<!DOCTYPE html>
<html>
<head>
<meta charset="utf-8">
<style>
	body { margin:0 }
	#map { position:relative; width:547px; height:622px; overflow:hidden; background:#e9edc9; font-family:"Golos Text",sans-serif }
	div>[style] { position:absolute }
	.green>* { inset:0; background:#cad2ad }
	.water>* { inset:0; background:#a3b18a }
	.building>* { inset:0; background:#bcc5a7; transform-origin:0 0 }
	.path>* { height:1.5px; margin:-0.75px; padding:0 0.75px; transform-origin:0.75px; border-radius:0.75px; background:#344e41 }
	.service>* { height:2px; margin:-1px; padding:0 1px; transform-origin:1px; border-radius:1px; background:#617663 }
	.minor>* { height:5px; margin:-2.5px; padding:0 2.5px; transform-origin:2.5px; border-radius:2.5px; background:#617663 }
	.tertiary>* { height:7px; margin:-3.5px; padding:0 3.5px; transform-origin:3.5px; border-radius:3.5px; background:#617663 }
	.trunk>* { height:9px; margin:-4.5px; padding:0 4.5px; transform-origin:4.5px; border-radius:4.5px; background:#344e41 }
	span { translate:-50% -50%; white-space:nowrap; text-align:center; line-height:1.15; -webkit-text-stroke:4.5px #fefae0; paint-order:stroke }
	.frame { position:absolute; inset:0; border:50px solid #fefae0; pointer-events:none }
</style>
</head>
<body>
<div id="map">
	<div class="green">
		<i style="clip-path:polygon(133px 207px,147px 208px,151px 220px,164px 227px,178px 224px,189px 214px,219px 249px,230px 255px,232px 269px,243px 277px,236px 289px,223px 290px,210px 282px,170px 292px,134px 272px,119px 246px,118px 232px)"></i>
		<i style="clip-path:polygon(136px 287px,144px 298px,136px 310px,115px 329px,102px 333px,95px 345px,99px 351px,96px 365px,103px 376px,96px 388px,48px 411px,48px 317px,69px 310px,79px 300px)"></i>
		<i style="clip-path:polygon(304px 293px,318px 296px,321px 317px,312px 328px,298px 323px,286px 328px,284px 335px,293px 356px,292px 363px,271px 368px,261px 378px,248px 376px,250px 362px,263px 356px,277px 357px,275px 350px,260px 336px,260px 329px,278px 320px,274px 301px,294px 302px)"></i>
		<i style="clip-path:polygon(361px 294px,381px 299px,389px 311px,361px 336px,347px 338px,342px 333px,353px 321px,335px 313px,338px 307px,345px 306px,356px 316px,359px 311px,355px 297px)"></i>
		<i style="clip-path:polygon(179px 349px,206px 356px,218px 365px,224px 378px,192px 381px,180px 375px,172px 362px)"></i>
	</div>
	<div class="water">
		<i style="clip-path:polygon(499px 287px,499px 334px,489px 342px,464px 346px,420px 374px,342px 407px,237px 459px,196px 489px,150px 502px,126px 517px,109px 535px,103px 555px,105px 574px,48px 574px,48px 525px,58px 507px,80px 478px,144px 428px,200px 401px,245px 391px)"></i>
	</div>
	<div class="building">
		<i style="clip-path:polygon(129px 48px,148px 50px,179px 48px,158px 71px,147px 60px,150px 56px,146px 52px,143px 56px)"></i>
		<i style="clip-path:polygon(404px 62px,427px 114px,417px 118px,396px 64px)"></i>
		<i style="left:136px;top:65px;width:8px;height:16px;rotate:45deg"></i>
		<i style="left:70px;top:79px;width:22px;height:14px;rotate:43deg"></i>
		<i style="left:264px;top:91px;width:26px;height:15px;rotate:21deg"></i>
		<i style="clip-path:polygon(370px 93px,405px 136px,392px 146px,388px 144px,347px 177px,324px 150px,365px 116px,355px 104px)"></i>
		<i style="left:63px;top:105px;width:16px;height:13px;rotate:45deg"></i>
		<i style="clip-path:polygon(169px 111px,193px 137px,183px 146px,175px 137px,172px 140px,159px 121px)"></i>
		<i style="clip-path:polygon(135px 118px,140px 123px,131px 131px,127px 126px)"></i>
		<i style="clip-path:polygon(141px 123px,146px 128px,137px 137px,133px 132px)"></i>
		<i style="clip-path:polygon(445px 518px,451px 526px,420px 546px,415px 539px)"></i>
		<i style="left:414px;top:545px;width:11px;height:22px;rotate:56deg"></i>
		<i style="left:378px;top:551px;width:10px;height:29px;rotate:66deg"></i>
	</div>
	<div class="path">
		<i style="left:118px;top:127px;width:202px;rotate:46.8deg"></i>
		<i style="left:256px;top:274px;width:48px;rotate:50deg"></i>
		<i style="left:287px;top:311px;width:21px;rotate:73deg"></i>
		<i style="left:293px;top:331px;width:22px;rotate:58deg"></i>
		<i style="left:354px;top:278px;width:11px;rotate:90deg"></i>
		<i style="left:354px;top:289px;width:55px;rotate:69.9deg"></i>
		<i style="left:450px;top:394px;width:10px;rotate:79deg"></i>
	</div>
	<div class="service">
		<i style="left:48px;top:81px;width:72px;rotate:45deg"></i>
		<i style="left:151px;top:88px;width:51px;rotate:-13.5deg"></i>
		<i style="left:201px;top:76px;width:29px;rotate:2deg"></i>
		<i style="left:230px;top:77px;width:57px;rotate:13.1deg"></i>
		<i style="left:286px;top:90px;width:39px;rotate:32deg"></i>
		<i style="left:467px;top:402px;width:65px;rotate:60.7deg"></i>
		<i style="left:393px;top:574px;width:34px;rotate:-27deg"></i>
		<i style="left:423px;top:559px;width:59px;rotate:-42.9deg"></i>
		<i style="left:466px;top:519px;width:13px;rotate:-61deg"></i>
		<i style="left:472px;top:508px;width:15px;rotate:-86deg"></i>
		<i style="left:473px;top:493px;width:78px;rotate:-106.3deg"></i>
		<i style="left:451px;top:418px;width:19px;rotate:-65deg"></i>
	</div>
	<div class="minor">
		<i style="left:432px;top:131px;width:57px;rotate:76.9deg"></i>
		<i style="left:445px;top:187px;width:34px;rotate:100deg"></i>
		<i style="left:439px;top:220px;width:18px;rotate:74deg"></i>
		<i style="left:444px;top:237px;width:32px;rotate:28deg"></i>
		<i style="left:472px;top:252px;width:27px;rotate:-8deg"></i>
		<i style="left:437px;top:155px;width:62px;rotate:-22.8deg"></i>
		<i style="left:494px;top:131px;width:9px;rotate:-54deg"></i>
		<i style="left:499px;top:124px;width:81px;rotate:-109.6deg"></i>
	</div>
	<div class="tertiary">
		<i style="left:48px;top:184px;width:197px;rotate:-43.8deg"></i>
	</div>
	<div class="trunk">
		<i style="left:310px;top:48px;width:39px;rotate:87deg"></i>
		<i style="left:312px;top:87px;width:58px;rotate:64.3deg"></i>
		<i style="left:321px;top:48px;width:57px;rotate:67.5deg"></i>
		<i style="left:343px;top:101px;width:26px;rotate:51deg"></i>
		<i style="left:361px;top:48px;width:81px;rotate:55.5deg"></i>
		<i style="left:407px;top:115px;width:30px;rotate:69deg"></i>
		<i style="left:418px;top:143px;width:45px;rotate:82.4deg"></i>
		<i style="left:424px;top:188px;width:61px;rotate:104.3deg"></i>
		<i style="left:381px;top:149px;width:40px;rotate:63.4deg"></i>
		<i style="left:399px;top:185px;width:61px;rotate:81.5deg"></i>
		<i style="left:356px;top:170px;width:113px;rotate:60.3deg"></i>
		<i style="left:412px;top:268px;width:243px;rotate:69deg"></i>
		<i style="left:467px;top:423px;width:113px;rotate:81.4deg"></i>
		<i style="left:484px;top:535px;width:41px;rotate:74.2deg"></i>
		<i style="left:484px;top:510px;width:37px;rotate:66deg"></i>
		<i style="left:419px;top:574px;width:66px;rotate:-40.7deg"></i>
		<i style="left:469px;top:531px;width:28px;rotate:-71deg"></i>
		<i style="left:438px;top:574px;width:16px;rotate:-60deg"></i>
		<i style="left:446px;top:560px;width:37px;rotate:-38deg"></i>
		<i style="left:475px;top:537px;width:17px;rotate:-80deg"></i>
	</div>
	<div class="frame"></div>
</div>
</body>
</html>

· · · ·

Reproduce only what lies between the start of the listing above and the end of the line containing "height:2px; margin:-1px; padding:0", keeping every line exact.

<!DOCTYPE html>
<html>
<head>
<meta charset="utf-8">
<style>
	body { margin:0 }
	#map { position:relative; width:547px; height:622px; overflow:hidden; background:#e9edc9; font-family:"Golos Text",sans-serif }
	div>[style] { position:absolute }
	.green>* { inset:0; background:#cad2ad }
	.water>* { inset:0; background:#a3b18a }
	.building>* { inset:0; background:#bcc5a7; transform-origin:0 0 }
	.path>* { height:1.5px; margin:-0.75px; padding:0 0.75px; transform-origin:0.75px; border-radius:0.75px; background:#344e41 }
	.service>* { height:2px; margin:-1px; padding:0 1px; transform-origin:1px; border-radius:1px; background:#617663 }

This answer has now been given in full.